═════ Working data
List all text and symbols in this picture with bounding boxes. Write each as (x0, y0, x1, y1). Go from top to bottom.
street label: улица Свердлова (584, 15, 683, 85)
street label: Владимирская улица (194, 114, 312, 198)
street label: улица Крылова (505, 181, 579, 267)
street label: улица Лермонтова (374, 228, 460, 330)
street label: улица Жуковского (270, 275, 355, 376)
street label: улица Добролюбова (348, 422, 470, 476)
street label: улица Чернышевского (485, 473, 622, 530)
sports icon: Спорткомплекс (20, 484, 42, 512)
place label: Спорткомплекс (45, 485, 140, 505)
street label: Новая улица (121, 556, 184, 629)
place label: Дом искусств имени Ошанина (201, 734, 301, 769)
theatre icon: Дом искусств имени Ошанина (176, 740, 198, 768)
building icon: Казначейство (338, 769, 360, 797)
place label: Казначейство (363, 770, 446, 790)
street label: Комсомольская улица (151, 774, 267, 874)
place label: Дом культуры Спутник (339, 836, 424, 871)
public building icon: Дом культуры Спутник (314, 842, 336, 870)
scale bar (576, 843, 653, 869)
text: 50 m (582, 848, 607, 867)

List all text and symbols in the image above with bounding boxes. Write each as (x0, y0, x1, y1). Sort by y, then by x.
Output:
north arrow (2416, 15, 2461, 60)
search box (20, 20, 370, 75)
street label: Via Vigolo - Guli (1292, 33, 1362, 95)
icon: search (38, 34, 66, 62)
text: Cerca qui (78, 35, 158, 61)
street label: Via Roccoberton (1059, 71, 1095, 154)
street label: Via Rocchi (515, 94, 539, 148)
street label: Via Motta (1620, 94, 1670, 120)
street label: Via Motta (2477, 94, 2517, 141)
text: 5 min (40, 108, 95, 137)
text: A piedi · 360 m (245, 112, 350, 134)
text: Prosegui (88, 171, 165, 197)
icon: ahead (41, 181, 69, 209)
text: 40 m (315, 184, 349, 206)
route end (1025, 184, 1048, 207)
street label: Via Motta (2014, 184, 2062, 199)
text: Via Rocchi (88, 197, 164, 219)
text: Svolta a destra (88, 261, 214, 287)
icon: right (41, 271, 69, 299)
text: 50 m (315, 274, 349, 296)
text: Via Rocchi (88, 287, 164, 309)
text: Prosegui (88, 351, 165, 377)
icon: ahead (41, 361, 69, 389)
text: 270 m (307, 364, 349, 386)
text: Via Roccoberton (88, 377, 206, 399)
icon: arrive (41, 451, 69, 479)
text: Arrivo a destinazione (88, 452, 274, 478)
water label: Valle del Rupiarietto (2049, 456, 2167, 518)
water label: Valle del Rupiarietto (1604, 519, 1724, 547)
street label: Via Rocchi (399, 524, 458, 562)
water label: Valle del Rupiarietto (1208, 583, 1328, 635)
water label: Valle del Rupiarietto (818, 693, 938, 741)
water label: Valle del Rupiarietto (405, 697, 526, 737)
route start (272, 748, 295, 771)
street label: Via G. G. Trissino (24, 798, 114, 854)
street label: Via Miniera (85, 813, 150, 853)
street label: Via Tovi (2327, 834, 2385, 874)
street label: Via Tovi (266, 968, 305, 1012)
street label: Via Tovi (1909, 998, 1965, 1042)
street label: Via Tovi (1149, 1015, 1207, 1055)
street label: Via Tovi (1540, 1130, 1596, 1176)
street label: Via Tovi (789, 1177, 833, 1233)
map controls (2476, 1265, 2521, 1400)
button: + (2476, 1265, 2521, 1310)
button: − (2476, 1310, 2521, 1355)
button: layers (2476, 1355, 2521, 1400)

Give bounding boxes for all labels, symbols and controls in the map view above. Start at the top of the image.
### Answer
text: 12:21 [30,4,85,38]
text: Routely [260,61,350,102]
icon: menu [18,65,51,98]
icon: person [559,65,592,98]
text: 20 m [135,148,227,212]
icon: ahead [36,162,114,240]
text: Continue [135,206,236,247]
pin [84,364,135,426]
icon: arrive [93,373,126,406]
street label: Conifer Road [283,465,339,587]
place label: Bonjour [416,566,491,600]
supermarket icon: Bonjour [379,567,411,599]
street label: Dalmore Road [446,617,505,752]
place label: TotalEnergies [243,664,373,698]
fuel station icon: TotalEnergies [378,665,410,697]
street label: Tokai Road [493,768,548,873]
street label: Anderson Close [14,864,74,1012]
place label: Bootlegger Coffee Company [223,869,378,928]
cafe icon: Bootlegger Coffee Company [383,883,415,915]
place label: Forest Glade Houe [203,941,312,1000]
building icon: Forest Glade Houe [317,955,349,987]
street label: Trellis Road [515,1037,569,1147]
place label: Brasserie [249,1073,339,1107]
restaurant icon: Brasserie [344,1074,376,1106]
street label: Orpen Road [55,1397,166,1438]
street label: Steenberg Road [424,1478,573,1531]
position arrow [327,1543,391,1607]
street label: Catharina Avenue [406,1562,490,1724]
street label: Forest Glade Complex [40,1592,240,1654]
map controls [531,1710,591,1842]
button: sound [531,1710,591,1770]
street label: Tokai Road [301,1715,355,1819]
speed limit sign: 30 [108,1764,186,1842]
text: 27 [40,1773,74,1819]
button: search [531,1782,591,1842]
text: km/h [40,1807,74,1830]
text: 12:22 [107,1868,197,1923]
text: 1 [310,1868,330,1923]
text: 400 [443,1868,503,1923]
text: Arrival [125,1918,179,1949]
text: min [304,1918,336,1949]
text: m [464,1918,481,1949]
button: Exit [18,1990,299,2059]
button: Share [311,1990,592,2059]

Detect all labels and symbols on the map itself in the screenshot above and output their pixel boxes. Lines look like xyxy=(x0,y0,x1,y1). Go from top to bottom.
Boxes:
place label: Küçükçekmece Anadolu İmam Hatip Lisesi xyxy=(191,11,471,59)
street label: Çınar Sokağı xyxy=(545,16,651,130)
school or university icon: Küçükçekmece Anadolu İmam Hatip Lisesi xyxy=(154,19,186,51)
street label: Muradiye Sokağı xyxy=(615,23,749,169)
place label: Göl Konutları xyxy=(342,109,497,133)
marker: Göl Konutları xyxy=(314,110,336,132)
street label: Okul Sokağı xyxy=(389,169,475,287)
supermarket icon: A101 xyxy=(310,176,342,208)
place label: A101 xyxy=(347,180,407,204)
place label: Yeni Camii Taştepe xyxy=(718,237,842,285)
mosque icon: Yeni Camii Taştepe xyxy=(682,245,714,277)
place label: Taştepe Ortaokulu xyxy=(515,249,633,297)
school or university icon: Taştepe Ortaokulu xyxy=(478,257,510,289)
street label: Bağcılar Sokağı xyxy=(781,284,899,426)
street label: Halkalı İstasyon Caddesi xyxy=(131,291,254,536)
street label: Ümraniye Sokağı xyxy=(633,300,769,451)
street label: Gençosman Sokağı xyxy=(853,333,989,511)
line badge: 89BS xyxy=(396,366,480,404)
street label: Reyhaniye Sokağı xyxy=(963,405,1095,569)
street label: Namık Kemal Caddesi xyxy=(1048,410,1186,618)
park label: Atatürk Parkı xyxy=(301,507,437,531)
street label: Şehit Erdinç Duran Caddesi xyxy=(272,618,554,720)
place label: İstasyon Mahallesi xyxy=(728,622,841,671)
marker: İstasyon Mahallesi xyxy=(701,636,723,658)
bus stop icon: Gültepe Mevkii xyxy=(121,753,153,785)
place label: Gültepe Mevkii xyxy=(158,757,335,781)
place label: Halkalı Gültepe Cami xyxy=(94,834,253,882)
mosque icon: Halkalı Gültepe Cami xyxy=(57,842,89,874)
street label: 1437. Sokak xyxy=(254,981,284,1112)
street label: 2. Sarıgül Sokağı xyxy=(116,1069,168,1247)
══════════
# Prompt
Which lines in the entries above contain "ahead"? Pull each of them out.

# Finished exercise
icon: ahead (41, 181, 69, 209)
icon: ahead (41, 361, 69, 389)
icon: ahead [36,162,114,240]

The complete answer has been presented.